Ho provato di nuovo a cimentarmi con la tecnica compositiva appresa durante il corso di Irene Roderick.
Su di me, questo metodo ha chiaramente l’effetto di attivare delle visioni.
Ho cominciato a raccogliere pezze di stoffa cucite per i lavori precedenti. Le ho affiancate a spirale, come in un motivo Liberty.
Appena ho aggiunto un po’ di colore alle curve, mi è sembrato che le figure si animassero in personaggi: vedevo una coppia di persone che si guardavano a vicenda, pronte ad iniziare un ballo. O forse no? Forse stava comparendo la sagoma di un corpo femminile, stampato in blu sulla tela, come nelle performance del pittore Ives Klein?
Ero quasi pronta ad intitolare il lavoro “un tango con Klein”, ma poi ho ruotato un po’ i pezzi... e subito è apparso un altro scenario: un mare popolato da nuotatori, che si confondevano tra le onde dorate del tramonto.
Il lavoro finale è risultato ancora una volta diverso. Ma a questo punto mi sono domandata: che fine hanno fatto le visioni sperimentate durante il percorso? Sono rimaste infilate tra i tessuti del quilt, come in una storia multi-strato, o hanno intrapreso strade tutte loro, indipendenti, nel mondo delle idee?
Mi piace salvare, in bustine divise per colore, tutti i più piccoli ritagli di stoffa. Se misurano un po’ più di un centimetro, vengono conservati come piccoli tesori.
Con questo materiale ho realizzato in passato delle pezze mosaicate, di cui ho parlato nel primo video dedicato all’improv.
Di recente ho fatto ordine fra i miei ritagli, e mi sono accorta che il blocco viola e quello giallo avevano dei colori in comune. Dunque, perchè non unirli?
È stata una occasione per sperimentare con la quiltatura: ho usato linee parallele, a distanze diverse, variando la posizione dell’ago.
Quando ero a buon punto con il lavoro, ho cambiato idea... non più un quilt rettangolare orientato orizzontale. Un nuovo taglio, e via! Ho cambiato forma, da rettangolare a quadrata, aggiungendo un po’ di rotazione. Come quando ho in mano la macchina fotografica e gioco con inquadratura e zoom.
Non è male dedicarsi ai mini quilt: si completano in poco tempo! Questo l’ho intitolato: “Transizione”, dedicato al passaggio graduale dal blocco viola a quello giallo che si sono fusi l’un con l’altro.
Oggi vi racconto di una iniziativa speciale: un progetto benefico promosso da Patchworkvictim, dedicato alle donne, che punta alla realizzazione di uno splendido quilt a due piazze.

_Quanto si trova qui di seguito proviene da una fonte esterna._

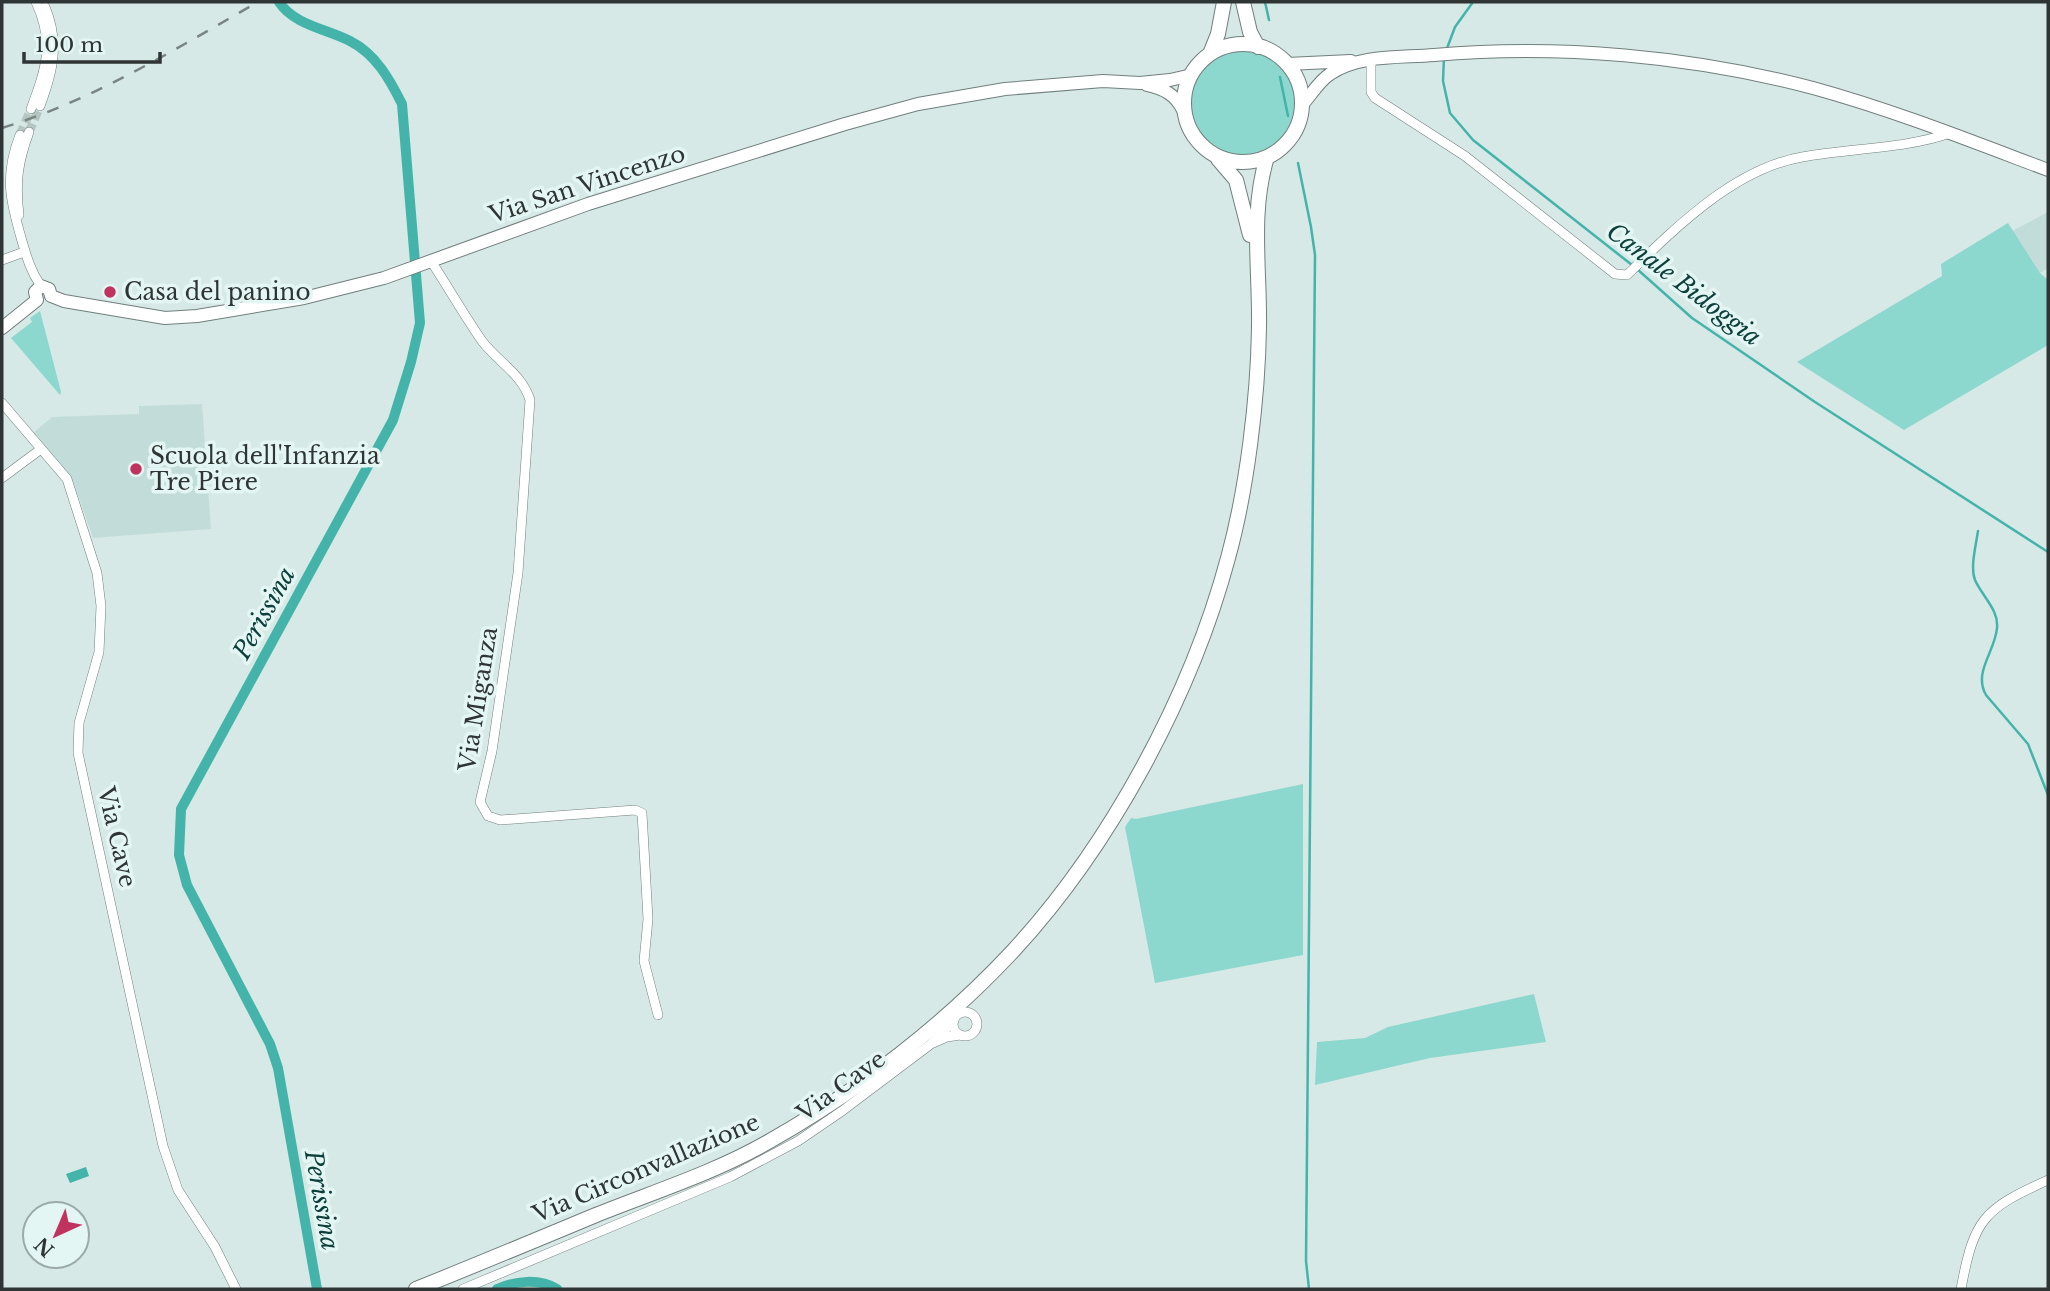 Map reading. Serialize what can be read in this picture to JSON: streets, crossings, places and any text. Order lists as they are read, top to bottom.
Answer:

Il seme di questa idea è stato piantato molto tempo fa, ed ora è tutto pronto per la partenza: non a caso, è stato scelto come inizio il 25 novembre 2020, Giornata internazionale per l'eliminazione della violenza contro le donne, e come arrivo l’8 marzo 2021, Giornata internazionale della donna. L’intervallo di tempo che collega queste due date verrà utilizzato per una maratona di cucito: sin dalla mia passata esperienza come componente della Commissione Pari Opportunità del Comune di Trieste, so bene che non basta limitarsi alla celebrazione di singole giornate, ma le buone pratiche vanno coltivate sul lungo periodo, ed insieme agli altri. Dunque, la meta di questo percorso di cucito è una azione concreta: devolvere l’intero ricavato dell’iniziativa all'associazione G.O.A.P., Centro Antiviolenza di Trieste, un gruppo di lavoro efficace sia nella promozione del cambiamento culturale, che nell’aiuto immediato.
Quindi, ci siamo! Per questo progetto sono necessari 132 quadrati di stoffa da 25 centimetri di lato. All’interno di ciascun quadrato, l’idea è quella di cucire usando la tecnica del modern patchwork di tipo improv: non a caso ne abbiamo parlato per diversi mesi anche in diretta zoom, provando a incuriosirvi su questa tecnica meravigliosa. Da parte mia, sarò presente insieme a Francesca di Patchworkvictim anche nella fase finale di unione di tutte le pezze: già mi preparo mentalmente alla volata finale!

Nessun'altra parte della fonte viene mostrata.